BACKGROUND: Major depressive disorder (MDD) is a highly burdensome health condition, for which there are numerous accepted pharmacological and psychological interventions. Adjunctive treatment (augmentation/combination) is recommended for the ~50% of MDD patients who do not adequately respond to first-line treatment. We aimed to evaluate the current evidence for concomitant approaches for people with early-stage treatment-resistant depression (TRD; defined below).

METHODS: We systematically searched Medline and Institute for Scientific Information Web of Science to identify randomised controlled trials of adjunctive treatment of ⩾10 adults with MDD who had not responded to ⩾1 adequate antidepressant. The cochrane risk of bias (RoB) tool was used to assess study quality. Pre-post treatment meta-analyses were performed, allowing for comparison across heterogeneous study designs independent of comparator interventions.
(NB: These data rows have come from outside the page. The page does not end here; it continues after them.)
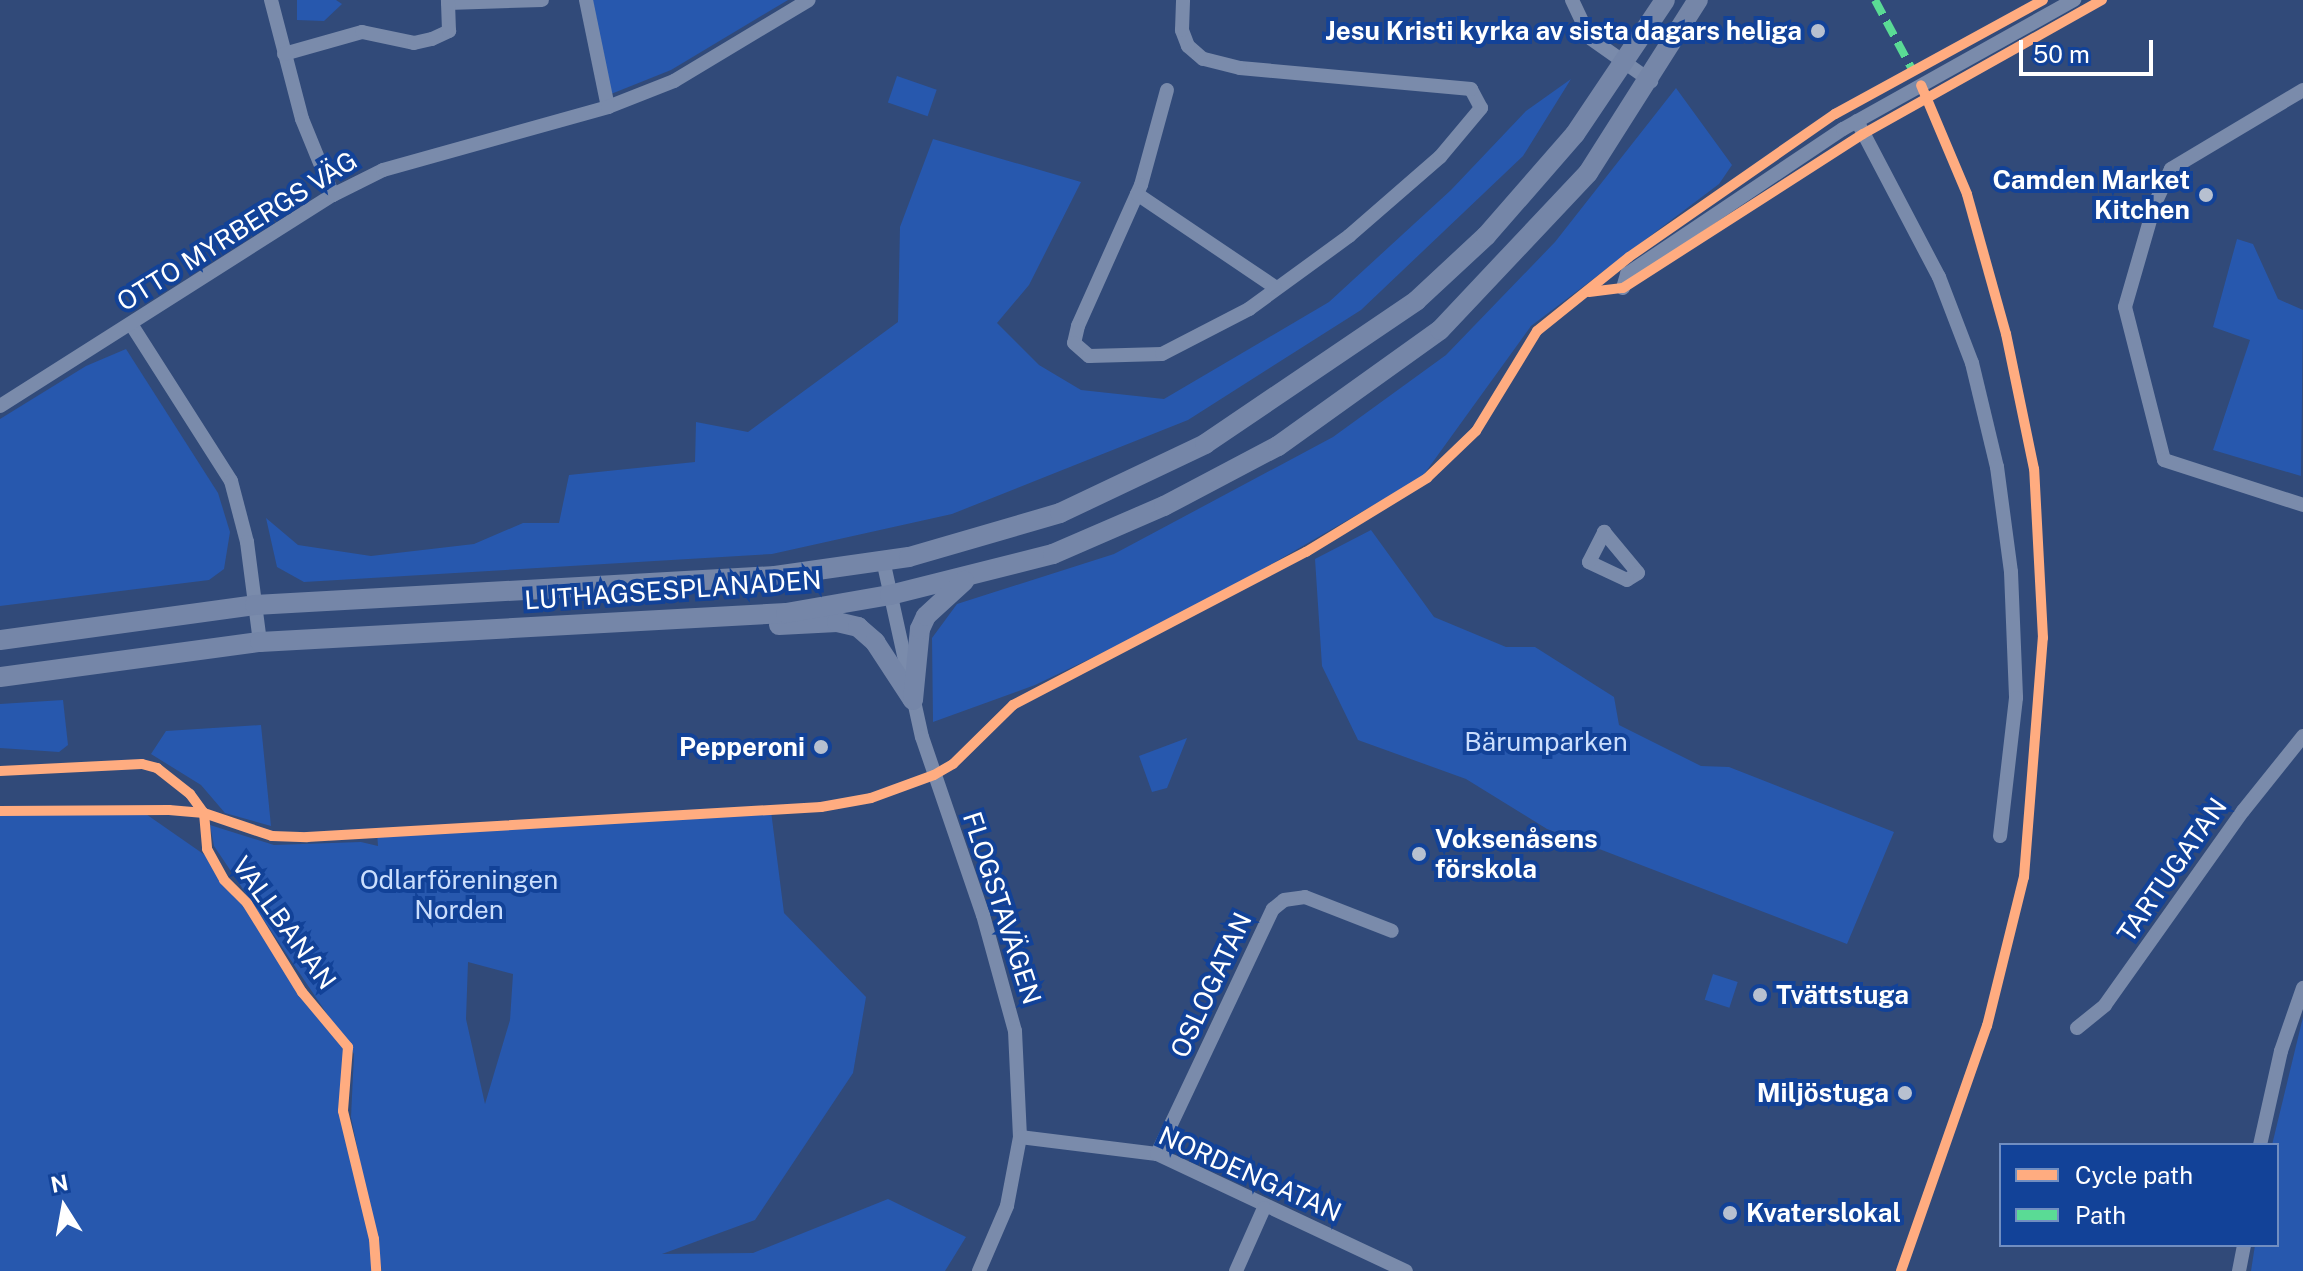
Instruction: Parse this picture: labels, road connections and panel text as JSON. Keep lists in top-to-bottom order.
{
  "streets": {
    "main road": ["LUTHAGSESPLANADEN"],
    "street": [
      "OTTO MYRBERGS VÄG",
      "TARTUGATAN",
      "FLOGSTAVÄGEN",
      "OSLOGATAN",
      "NORDENGATAN"
    ],
    "cycle path": ["VALLBANAN"]
  },
  "crossings": [
    ["LUTHAGSESPLANADEN", "FLOGSTAVÄGEN"],
    ["FLOGSTAVÄGEN", "NORDENGATAN"],
    ["OSLOGATAN", "NORDENGATAN"]
  ],
  "parks": ["Bärumparken", "Odlarföreningen Norden"],
  "places": [
    "Jesu Kristi kyrka av sista dagars heliga",
    "Camden Market Kitchen",
    "Pepperoni",
    "Voksenåsens förskola",
    "Tvättstuga",
    "Miljöstuga",
    "Kvaterslokal"
  ],
  "legend": ["Cycle path", "Path"],
  "scale_bar": "50 m",
  "north": "top"
}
RESULTS: In total, 115 trials investigating 48 treatments were synthesised. The mean intervention duration was 9 weeks (range 5 days to 18 months) with most studies assessed to have low (n = 57) or moderate (n = 51) RoB. The highest effect sizes (ESs) were from cognitive behavioural therapy (ES = 1.58, 95% confidence interval (CI): 1.09-2.07), (es)ketamine (ES = 1.48, 95% CI: 1.23-1.73) and risperidone (ES = 1.42, 95% CI: 1.29-1.61). Only aripiprazole and lithium were examined in ⩾10 studies. Pill placebo (ES = 0.89, 95% CI: 0.81-0.98) had a not inconsiderable ES, and only six treatments' 95% CIs did not overlap with pill placebo's (aripiprazole, (es)ketamine, mirtazapine, olanzapine, quetiapine and risperidone). We report marked heterogeneity between studies for almost all analyses.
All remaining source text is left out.